Sandra Gaudenzi caught up with Matt to find out more about the apps development and where it sits within the data privacy debate.

If you want to hear more about the project and Blast Theory’s other work, come along to Matt’s public talk, 29/04 at the Watershed (Bristol) – more info and tickets here.

Sandra Gaudenzi: If you had to give me your elevator pitch, what’s the current story in one minute? How would you sell it to me?

Matt Adams: It does not have an elevator pitch but I’ll give you the one minute story.

It’s an app where you meet a life coach called Karen, who offers to help you with your life. She’s represented in full screen video, so it’s somewhere between a video call and instant messaging. You chat with that character and she learns about your life, and as she does so, it becomes clear that the boundaries between her personal life and her professional life are pretty blurred. And you start to see all aspects of Karen’s life and your relationship with her moves from being a client to being a friend and confidant rapidly.

And in the background this whole project is driven by systems of psychological profiling, so we’re using existing techniques of psychological profiling and adapting the story to you based on that profiling.
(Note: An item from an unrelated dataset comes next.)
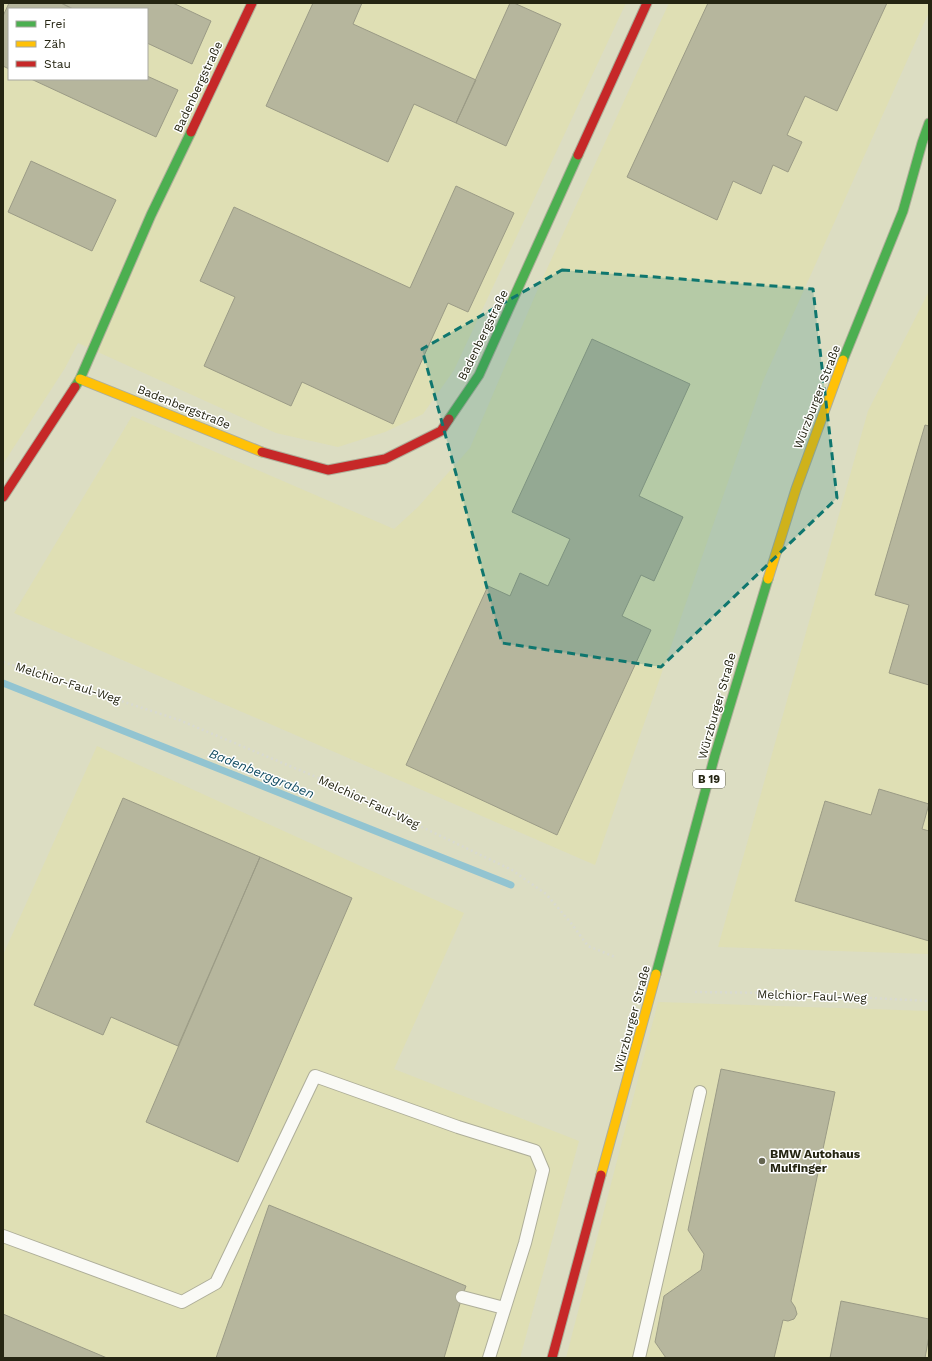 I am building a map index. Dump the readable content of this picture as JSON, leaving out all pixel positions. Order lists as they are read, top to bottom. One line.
{"streets":{"street":["Badenbergstraße","Würzburger Straße","B 19"],"path":["Melchior-Faul-Weg"]},"water":["Badenberggraben"],"places":["BMW Autohaus Mulfinger"],"legend":["Frei","Zäh","Stau"]} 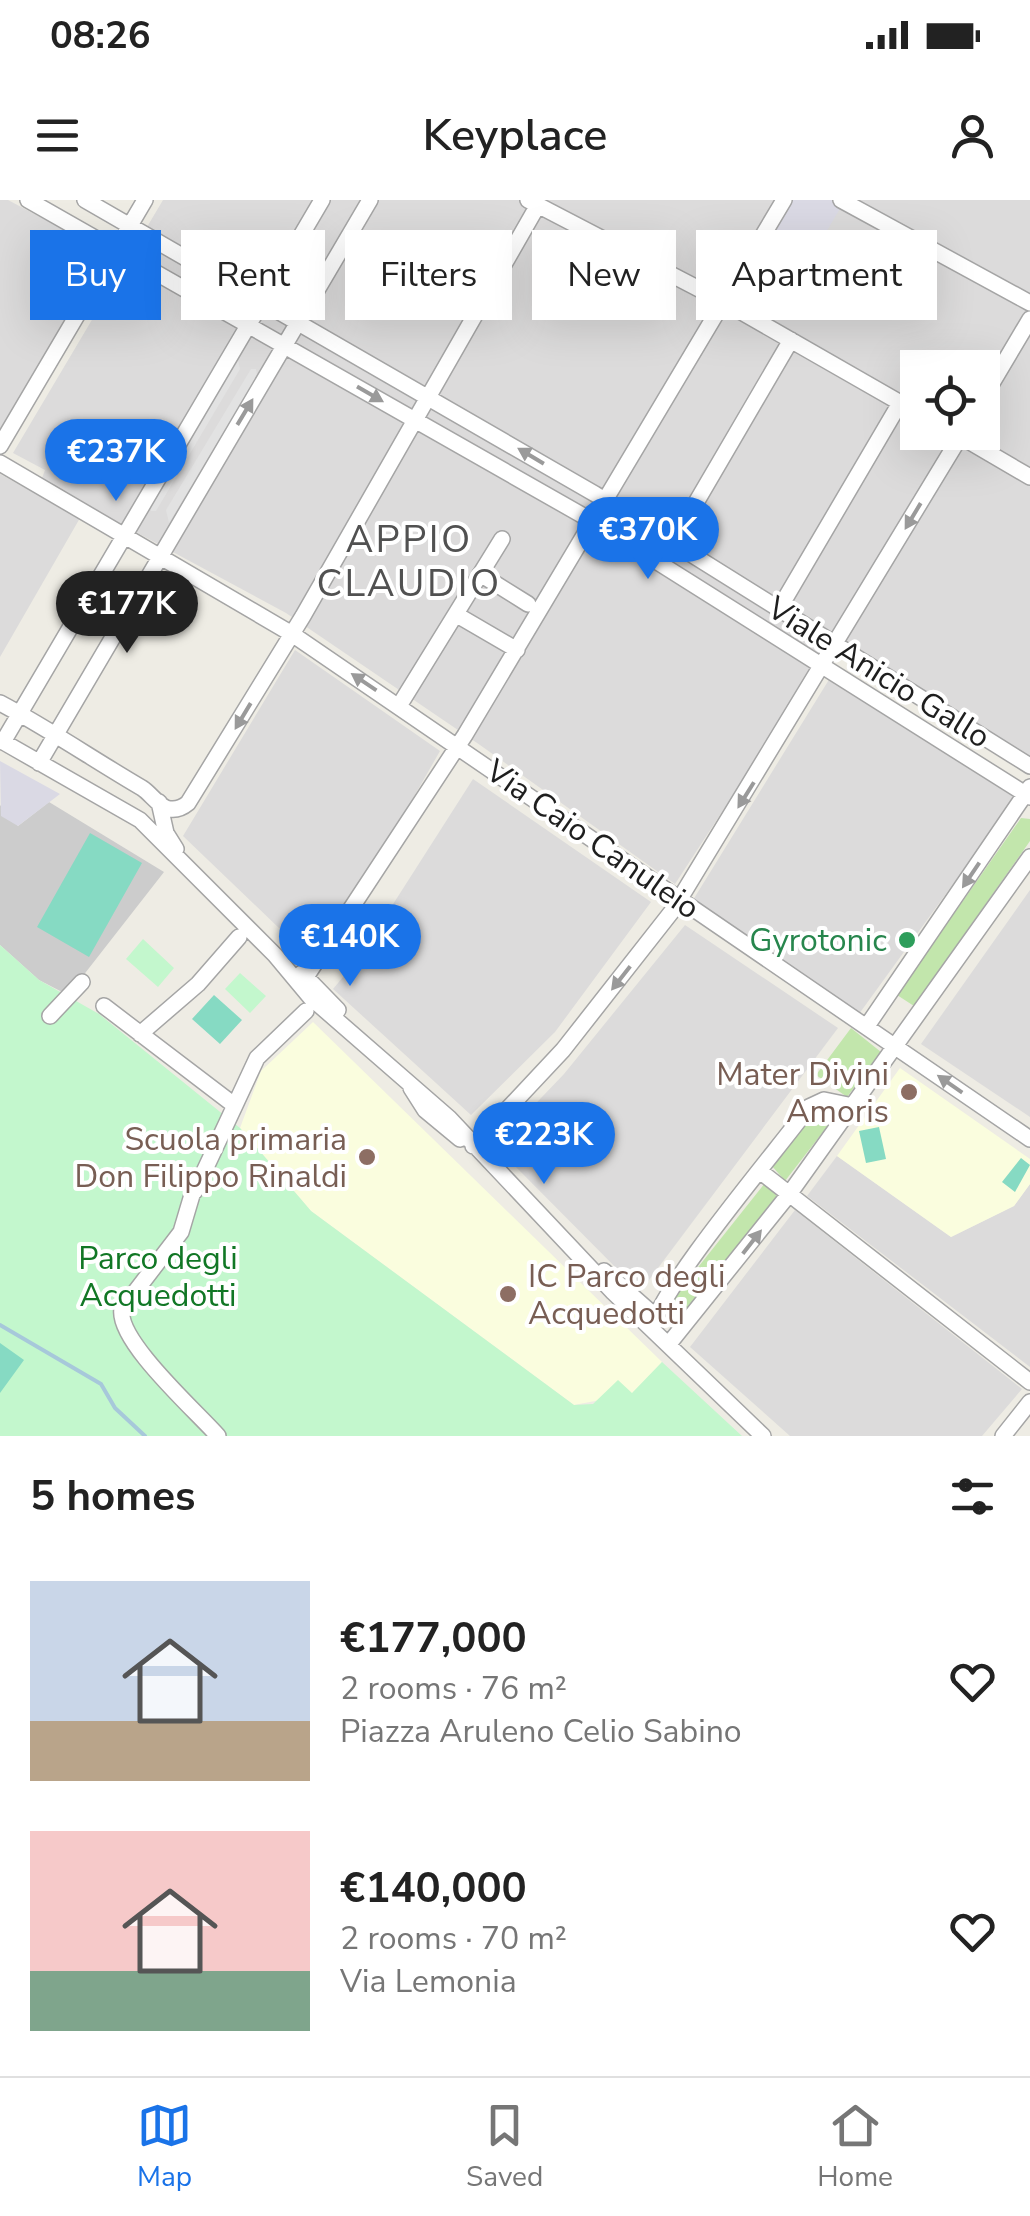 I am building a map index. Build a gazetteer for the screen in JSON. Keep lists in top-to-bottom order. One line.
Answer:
{"streets":{"street":["Viale Anicio Gallo","Via Caio Canuleio"]},"districts":["APPIO CLAUDIO"],"parks":["Parco degli Acquedotti"],"places":["Gyrotonic","Mater Divini Amoris","Scuola primaria Don Filippo Rinaldi","IC Parco degli Acquedotti"],"page":{"status":"08:26","header":"Keyplace","chip":["Buy","Rent","Filters","New","Apartment"],"price":["€237K","€370K","€177K","€140K","€223K"],"heading":"5 homes","list":[{"name":"€177,000","note":"2 rooms · 76 m² · Piazza Aruleno Celio Sabino"},{"name":"€140,000","note":"2 rooms · 70 m² · Via Lemonia"}],"tabs":["Map","Saved","Home"]}}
SG: Hang on, let’s break these into several points. So the first thing that came to my mind was the movie Her, the operating system speaking to us. Are we going somewhere in the same line?

MA: It has some parallels but I think it will feel very different. It feels much more like a fictional world than the AI in Her, who was, of course, an operating system. In this story, Karen is a person, but yes, it absolutely has links all the way back to HAL in 2001, forward to films like Her and Ex Machina, which is just coming out, and so on. So it’s in that tradition but I think it’s resolutely non-science fiction in terms of how it operates.

SG: So the parallel comes from the fact that this is a topic that’s in the air. It’s part of the gate sites at the moment, or actually inspired by Her, or a movie like that?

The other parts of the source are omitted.